Accompanied by both acoustic and electric guitar, Redhouse, a father of a UA student, reached an seemingly impossible range of notes while breezing through solos that would make Ron Burgundy green with envy. Between songs he provided some personal history about his upbringing in music and his passion for playing woodwind instruments.
Throughout the month of November, the achievements and contributions of Native Americans like Redhouse have been recognized as a part of Native American Heritage Month. While not very prominent nationally, the celebration has received a lot of attention here at the UA, thanks to NASA’s efforts.
In place at the University since 1989, NASA has been behind many events and activities both on and off campus to celebrate the triumphs and diverse cultures of southwest indigenous groups.
And even though Native American Heritage Month has been recognized nationally since 1994, it has gone relatively unnoticed in mainstream society. Thankfully, NASA has been working hard to plan and coordinate events like Wednesday night’s concert throughout the entire month of November.
According to Kyle Ethelbah, Program Director of NASA, there have been workshops and guest speakers appearing here on campus, as well as other fundraisers and activities. Those who missed out on the concert can check out The Indigenous Peoples Law Program Fundraiser Festival at the School of Law’s north side of the building on Saturday from 10 a.m. to 1 p.m., as well as a research symposium on November 26 at noon in Nugent room 205.
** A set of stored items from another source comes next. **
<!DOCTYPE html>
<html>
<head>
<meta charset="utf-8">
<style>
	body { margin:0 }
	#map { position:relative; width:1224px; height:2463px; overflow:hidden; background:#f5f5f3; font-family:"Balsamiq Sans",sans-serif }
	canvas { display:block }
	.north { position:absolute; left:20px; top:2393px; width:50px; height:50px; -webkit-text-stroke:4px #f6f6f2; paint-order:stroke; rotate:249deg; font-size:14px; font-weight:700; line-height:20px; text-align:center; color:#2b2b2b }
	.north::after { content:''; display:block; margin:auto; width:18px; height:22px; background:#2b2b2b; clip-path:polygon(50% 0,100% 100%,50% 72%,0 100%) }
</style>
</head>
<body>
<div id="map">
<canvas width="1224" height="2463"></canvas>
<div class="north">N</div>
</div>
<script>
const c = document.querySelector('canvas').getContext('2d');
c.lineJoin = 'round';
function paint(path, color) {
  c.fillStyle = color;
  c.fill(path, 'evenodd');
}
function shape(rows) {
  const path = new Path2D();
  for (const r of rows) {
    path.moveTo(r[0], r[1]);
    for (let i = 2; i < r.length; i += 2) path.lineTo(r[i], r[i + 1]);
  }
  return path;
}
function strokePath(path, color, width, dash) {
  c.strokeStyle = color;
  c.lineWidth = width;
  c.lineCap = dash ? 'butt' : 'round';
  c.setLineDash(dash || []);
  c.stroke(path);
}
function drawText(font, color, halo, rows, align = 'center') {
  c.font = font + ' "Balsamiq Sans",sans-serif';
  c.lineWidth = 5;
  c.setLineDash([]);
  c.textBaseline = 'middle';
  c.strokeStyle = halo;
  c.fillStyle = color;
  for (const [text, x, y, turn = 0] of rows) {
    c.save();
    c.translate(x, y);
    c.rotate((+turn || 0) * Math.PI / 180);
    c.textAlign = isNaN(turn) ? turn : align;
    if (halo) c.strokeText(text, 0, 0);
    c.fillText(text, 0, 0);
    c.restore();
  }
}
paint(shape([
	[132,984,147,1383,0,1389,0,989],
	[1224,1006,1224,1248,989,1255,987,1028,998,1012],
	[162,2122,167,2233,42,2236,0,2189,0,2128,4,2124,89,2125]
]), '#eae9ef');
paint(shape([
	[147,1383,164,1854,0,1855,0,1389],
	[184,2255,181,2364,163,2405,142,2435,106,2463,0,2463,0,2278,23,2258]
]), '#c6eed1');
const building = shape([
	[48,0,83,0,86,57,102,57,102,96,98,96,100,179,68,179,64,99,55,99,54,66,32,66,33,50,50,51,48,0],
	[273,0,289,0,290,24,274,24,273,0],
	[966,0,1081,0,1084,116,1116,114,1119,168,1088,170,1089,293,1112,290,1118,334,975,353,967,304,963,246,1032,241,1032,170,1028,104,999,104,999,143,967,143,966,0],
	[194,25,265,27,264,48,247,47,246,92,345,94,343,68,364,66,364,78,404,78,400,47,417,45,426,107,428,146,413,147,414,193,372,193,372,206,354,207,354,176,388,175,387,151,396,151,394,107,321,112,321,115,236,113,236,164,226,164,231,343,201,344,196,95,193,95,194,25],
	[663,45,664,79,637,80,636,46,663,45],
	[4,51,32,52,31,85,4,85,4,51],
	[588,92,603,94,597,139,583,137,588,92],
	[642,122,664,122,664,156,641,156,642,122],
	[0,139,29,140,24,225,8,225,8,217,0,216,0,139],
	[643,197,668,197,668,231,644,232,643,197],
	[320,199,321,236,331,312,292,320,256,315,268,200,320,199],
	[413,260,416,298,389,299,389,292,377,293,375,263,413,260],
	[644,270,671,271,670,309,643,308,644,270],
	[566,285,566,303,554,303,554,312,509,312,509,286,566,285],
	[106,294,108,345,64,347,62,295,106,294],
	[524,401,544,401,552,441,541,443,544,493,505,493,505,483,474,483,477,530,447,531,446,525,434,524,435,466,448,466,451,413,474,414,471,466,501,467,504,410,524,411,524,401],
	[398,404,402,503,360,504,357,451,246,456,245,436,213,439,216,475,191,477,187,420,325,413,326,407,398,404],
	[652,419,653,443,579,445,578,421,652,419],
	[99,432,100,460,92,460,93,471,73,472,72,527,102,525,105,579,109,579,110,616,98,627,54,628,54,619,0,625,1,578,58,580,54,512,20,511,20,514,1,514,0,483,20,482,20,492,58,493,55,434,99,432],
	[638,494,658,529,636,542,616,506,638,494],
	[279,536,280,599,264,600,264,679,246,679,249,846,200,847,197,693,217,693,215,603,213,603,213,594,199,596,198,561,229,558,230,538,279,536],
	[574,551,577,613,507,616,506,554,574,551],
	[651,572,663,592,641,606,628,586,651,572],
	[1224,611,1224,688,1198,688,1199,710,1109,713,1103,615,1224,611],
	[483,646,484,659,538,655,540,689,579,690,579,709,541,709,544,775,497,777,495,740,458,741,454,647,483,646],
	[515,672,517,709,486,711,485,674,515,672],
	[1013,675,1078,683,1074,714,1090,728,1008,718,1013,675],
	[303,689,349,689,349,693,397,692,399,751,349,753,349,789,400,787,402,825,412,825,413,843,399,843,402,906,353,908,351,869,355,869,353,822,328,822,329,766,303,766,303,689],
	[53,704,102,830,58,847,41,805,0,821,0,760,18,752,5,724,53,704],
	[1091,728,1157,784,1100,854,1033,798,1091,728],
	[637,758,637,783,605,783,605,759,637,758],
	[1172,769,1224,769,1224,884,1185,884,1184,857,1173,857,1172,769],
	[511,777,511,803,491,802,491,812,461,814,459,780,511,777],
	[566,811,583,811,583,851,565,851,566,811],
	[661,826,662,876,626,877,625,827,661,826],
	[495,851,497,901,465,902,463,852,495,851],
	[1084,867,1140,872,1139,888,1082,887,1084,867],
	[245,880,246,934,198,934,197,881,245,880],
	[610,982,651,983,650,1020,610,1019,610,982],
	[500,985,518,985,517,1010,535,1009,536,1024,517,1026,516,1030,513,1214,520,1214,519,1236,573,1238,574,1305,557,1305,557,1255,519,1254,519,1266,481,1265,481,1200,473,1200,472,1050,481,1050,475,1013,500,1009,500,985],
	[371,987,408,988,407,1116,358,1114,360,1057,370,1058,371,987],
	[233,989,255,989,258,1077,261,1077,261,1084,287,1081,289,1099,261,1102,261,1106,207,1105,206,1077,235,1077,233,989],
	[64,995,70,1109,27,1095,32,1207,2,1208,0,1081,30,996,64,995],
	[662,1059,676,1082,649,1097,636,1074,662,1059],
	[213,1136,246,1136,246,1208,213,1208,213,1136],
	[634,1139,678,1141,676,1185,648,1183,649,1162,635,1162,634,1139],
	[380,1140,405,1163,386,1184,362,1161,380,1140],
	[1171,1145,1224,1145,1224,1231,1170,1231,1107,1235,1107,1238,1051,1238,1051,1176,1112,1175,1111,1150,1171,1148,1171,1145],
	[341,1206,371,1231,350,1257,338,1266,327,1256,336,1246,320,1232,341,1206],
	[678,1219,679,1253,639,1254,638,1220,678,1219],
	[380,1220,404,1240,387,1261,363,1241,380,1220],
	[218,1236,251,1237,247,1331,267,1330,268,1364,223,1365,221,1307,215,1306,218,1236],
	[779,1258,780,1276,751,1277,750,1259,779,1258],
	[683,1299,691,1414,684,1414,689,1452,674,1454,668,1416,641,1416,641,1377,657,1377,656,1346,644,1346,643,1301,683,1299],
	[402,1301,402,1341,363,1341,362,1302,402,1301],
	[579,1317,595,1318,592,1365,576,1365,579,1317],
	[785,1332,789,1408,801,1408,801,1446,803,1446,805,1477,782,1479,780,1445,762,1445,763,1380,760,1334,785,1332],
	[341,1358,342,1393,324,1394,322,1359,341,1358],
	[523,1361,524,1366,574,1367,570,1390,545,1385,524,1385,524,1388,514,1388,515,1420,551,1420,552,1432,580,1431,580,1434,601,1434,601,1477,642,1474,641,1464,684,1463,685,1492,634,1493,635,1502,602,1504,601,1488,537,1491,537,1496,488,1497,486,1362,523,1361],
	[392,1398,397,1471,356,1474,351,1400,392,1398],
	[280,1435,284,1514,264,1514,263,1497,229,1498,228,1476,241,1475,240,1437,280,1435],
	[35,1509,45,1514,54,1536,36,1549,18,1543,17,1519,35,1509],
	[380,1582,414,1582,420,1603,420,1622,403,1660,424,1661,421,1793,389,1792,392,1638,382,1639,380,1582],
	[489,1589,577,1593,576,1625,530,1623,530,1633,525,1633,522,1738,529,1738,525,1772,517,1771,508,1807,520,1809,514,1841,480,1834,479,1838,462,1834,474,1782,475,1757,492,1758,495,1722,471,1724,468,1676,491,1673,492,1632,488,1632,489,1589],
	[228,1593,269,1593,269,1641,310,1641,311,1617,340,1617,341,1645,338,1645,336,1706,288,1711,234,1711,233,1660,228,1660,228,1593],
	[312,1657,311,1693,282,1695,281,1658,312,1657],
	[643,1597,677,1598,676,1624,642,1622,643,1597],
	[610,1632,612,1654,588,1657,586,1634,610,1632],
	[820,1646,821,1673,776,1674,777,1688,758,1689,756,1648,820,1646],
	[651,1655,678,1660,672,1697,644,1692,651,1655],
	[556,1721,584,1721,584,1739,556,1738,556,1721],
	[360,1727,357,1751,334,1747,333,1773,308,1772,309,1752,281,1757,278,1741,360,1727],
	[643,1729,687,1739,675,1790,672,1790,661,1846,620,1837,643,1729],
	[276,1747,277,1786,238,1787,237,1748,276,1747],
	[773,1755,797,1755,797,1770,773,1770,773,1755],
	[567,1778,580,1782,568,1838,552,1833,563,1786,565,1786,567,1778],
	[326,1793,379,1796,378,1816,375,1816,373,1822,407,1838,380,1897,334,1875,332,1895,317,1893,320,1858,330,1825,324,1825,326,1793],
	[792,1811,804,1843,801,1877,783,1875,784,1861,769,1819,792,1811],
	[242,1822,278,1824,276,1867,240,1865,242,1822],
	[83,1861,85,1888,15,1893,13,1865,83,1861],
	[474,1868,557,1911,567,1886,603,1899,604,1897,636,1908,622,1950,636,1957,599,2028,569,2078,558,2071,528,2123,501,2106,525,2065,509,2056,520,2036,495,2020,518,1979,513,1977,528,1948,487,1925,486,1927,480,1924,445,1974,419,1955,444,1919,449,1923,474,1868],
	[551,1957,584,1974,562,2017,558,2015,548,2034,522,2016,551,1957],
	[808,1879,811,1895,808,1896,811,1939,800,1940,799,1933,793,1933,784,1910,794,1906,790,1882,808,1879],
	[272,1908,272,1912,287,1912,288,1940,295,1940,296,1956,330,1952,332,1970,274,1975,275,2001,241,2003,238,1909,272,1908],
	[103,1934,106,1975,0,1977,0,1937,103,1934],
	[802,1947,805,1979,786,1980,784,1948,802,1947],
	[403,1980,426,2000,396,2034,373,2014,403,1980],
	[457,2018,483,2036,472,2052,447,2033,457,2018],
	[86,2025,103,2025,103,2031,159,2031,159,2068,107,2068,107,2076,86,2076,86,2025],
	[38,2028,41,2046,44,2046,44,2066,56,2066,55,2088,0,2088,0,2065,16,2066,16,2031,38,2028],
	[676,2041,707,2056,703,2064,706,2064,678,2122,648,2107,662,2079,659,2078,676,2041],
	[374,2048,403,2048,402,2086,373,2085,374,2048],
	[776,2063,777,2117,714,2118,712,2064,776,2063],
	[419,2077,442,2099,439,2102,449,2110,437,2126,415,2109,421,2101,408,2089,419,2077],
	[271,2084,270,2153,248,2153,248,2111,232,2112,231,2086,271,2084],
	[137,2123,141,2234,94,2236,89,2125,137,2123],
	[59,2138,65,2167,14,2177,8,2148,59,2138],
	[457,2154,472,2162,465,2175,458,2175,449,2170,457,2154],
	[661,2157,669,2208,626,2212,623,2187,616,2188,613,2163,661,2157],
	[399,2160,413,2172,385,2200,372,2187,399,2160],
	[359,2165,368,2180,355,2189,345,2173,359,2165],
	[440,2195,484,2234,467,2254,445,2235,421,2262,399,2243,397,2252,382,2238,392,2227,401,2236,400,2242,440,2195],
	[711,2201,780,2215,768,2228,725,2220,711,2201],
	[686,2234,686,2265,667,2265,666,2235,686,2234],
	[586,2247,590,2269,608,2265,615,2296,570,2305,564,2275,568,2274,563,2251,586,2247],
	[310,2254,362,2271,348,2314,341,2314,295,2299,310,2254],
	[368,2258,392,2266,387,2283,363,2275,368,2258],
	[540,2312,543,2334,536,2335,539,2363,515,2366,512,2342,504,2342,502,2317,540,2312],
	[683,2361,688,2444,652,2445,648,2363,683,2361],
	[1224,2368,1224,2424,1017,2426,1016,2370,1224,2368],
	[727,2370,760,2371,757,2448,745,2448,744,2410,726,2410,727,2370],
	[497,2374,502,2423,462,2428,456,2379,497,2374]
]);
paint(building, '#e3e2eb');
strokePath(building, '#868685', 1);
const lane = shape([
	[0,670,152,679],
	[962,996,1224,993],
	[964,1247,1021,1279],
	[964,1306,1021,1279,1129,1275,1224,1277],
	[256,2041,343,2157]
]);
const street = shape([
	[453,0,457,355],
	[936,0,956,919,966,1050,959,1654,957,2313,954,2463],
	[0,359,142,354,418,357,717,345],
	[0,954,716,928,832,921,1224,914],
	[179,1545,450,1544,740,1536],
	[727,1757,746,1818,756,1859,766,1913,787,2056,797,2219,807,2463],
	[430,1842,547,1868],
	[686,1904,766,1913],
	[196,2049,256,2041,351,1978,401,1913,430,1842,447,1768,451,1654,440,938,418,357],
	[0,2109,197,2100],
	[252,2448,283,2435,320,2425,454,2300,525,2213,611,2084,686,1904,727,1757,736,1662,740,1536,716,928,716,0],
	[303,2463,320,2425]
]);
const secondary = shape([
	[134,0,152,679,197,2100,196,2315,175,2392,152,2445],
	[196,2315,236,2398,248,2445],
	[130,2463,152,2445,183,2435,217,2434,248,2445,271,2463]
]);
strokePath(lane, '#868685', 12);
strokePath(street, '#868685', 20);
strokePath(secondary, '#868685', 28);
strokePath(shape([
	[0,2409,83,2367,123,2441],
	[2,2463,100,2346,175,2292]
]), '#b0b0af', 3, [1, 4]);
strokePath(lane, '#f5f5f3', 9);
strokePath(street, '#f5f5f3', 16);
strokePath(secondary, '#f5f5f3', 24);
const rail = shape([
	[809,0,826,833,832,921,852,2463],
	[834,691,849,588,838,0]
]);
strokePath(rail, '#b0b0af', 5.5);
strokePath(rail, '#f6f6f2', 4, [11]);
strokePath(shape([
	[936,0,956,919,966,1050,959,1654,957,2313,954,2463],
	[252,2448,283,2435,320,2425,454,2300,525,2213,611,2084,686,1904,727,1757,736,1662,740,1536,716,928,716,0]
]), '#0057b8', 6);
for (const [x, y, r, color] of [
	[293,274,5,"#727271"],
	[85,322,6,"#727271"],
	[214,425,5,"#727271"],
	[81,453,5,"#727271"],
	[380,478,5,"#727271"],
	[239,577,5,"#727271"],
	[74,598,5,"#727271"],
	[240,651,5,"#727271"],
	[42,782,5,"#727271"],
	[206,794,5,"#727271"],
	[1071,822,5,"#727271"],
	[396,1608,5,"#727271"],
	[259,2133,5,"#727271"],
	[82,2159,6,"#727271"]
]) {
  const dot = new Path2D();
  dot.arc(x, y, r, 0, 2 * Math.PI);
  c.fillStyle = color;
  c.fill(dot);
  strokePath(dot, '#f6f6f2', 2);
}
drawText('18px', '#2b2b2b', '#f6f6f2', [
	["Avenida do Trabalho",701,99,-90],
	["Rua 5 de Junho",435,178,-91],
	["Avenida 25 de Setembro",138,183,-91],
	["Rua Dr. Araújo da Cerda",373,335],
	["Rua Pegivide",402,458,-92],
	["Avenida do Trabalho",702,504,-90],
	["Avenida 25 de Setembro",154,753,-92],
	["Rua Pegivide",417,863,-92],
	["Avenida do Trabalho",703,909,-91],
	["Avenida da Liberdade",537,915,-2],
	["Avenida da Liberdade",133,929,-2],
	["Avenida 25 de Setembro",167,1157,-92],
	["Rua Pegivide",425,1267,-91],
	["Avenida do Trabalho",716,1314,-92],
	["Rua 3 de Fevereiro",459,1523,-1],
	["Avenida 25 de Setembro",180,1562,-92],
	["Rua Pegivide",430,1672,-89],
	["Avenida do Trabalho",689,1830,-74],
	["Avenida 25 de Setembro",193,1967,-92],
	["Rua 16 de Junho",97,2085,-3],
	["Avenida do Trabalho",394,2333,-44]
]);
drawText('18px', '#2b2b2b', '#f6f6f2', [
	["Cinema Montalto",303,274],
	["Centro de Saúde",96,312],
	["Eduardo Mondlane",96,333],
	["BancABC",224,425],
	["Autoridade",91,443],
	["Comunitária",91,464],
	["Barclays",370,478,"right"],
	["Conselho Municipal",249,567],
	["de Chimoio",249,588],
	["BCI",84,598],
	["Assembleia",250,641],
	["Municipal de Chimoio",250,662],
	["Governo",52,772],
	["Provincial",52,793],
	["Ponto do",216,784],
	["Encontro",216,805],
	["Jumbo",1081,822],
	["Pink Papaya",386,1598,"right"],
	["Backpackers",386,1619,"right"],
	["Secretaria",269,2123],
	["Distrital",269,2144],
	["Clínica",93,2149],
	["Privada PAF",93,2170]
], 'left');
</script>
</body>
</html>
NASA is more than just events, however.
“We want [graduating students] to have a sense of responsibility and to bridge student leaders with NASA to ASUA and other more ‘mainstream’ organizations,” said Ethelbah.
Participation in any one of these events will boost your cultural understanding, regardless of your background or ethnicity. Ethelbah just wants everyone to join in.
“These events are not exclusive to Native Americans. The entire community is welcome.”